One of the operational techniques used by traders to identify support and resistance is to calculate pivot points.

Pivot points are defined as graphical signals that allow understanding what are the movements that could affect the markets. In fact, they are levels of support and resistance, valid for the next session, calculated using mathematical formulas. They were introduced by a floor trader from Chicago, Neil Weintraub, and later by Charles Le Beau and David W. Lucas.

They determine the entry or break-out points.

To calculate them, the following data is required:

 

  • Maximum price (H);
  • Minimum Price (L);
  • Closing value (C);
  • The average price (AP) is calculated using this formula: AP = (H + L + C) / 3.

 

 

Pivot Point calculation:

1st Pivot Support: S1 = (2 * AP) – H

1st Pivot of Resistance: R1 = (2 * AP) – L

2nd Pivot Support: S2 = AP – (R1 – S1)

2nd Pivot of Resistance: R2 = (AP – S1) + R1

3rd Pivot Support: S3 = S2 – (Maximum – Minimum)

3rd Pivot of Resistance: R3 = R2 + (Maximum – Minimum)

S1, S2, S3 are the three expected supports while R1, R2, R3, the three possible resistances. When prices reach one of the levels it will be considered as real support (or resistance). They are a tool that every trader should know how to use because they allow to quickly calculate the levels on which statistically the greatest reactions of the market are recorded.

Parabolic SAR

The Parabolic Stop and Reversal (SAR) is an indicator that signals very clearly what is the behaviour of a market trend. It is mainly used by traders who want to limit their losses. Graphically, it looks like a dotted line that follows the asset above (or below) the prices.

If the line is above the prices, then there is a downward trend. On the contrary, if the line is below the prices then the trend is bullish or the prices are rising.
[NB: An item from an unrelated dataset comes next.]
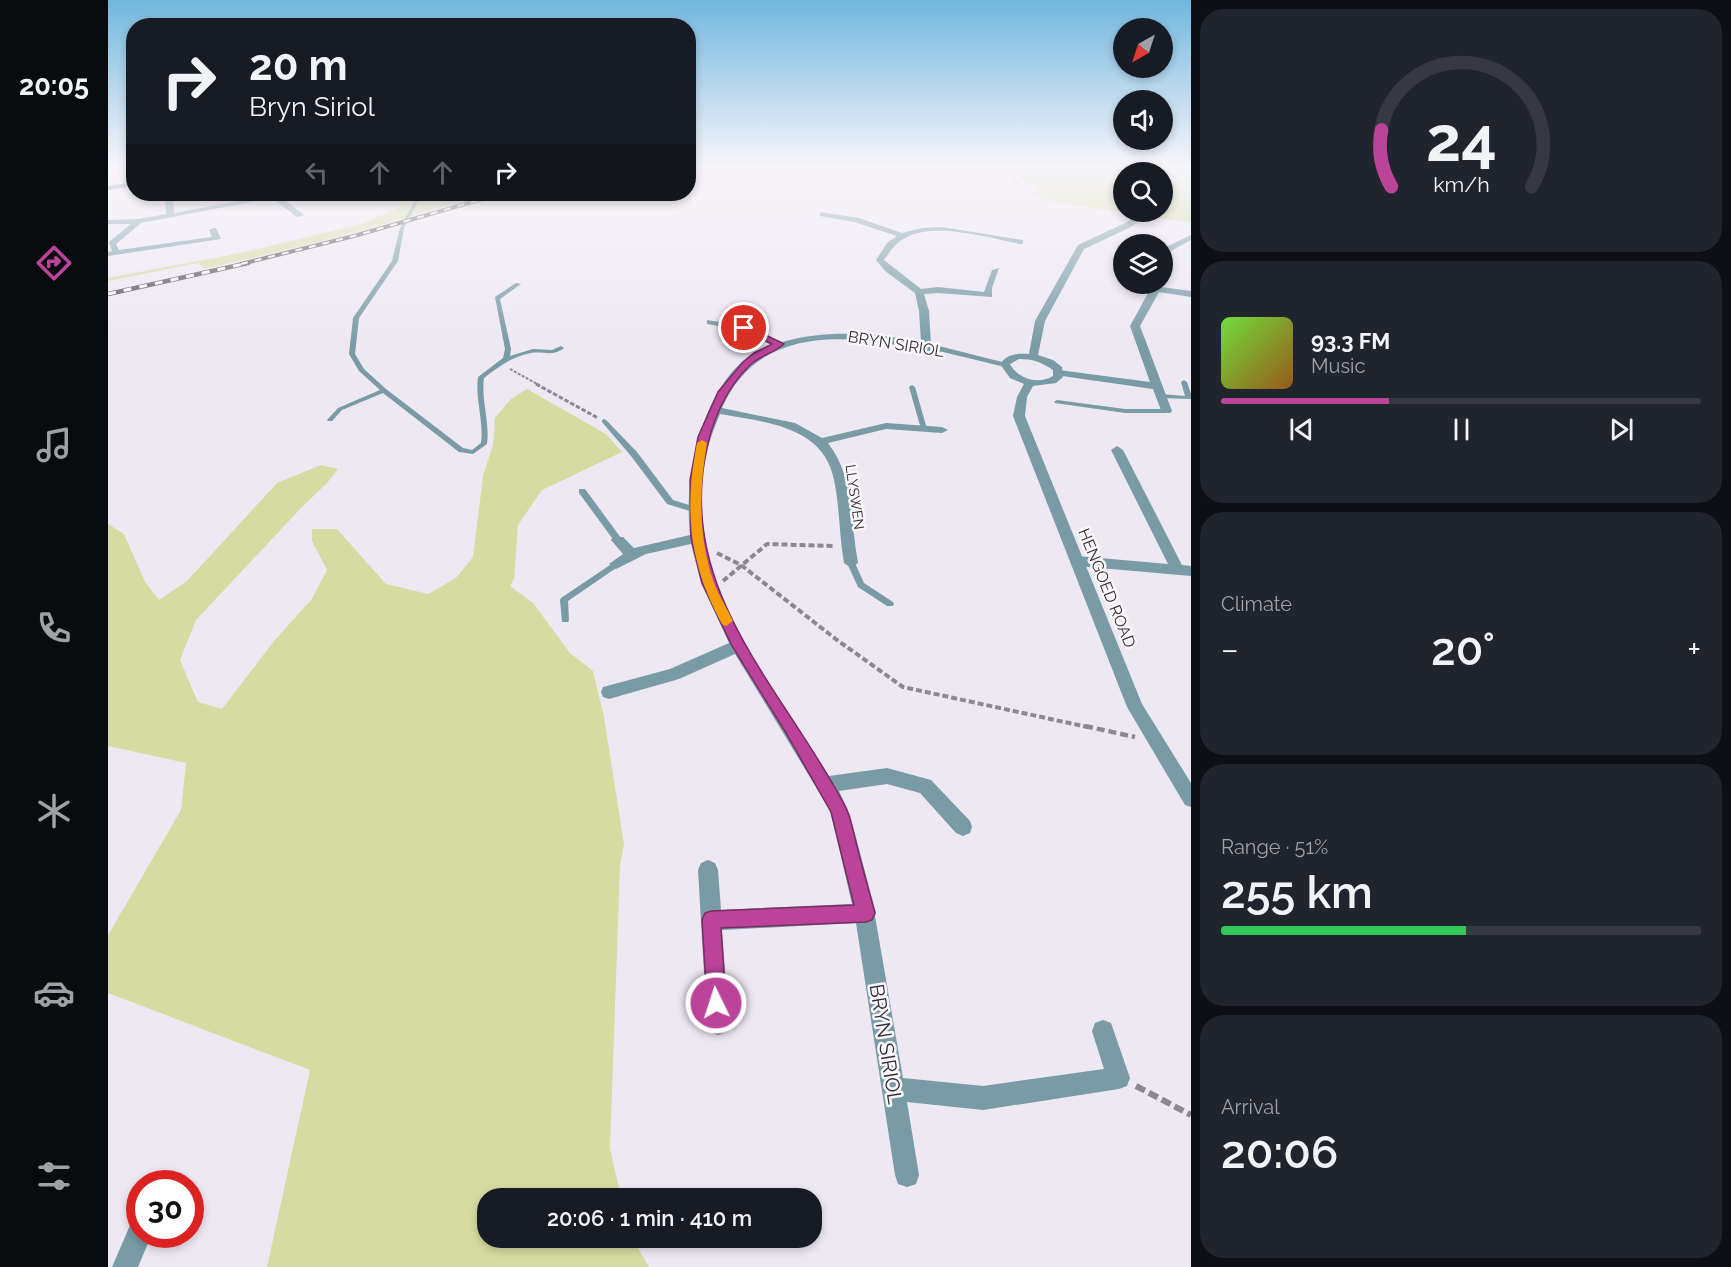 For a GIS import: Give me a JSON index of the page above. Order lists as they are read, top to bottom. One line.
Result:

The objective of this oscillator is to identify the point of a possible reversal of the current trend. This point is called SAR, or – Stop and Reverse Point – and is calculated with the following formula: SAR (tomorrow) = SAR (P) + FA * (P – SAR(P)):

  1. SAR(P) = SAR of the previous day;
  2. AF = Acceleration factor;
  3. P = Price deemed significant.

Unlike moving averages, it is not the price that moves above or below the average, but the oscillator itself that, if certain conditions occur, moves below and above the price, thus providing signals for trading.

If at some point prices reach a new low and then rise again, the position to be taken in the market is bullish. This starting point is called SAR Initial Point – (SIP). The latter will be the lowest price recorded during a downward trend and the highest price in the opposite case.

Perhaps the most important variable is the acceleration factor of the parabola, consisting of a progression of numbers from 0.02 to 0.2 and then remains constant. The increase is made each time the trend indicates a new high or new low.

When a position is taken, the acceleration factor is worth 0.02, it increases by 0.02 when a new maximum is reached (if in a higher position) or a new minimum is reached (if in a lower position). If no new maximum or minimum levels are reached, the last acceleration factor is used.

The validity of the signals of the parabolic system depends substantially on the type of market in which the trader operates. In the presence of clearly oriented trends, the effectiveness of this tool increases considerably, as the price movements are prolonged over time and extensive. During the distribution or accumulation phases, on the other hand, the probability of false signals is relatively high.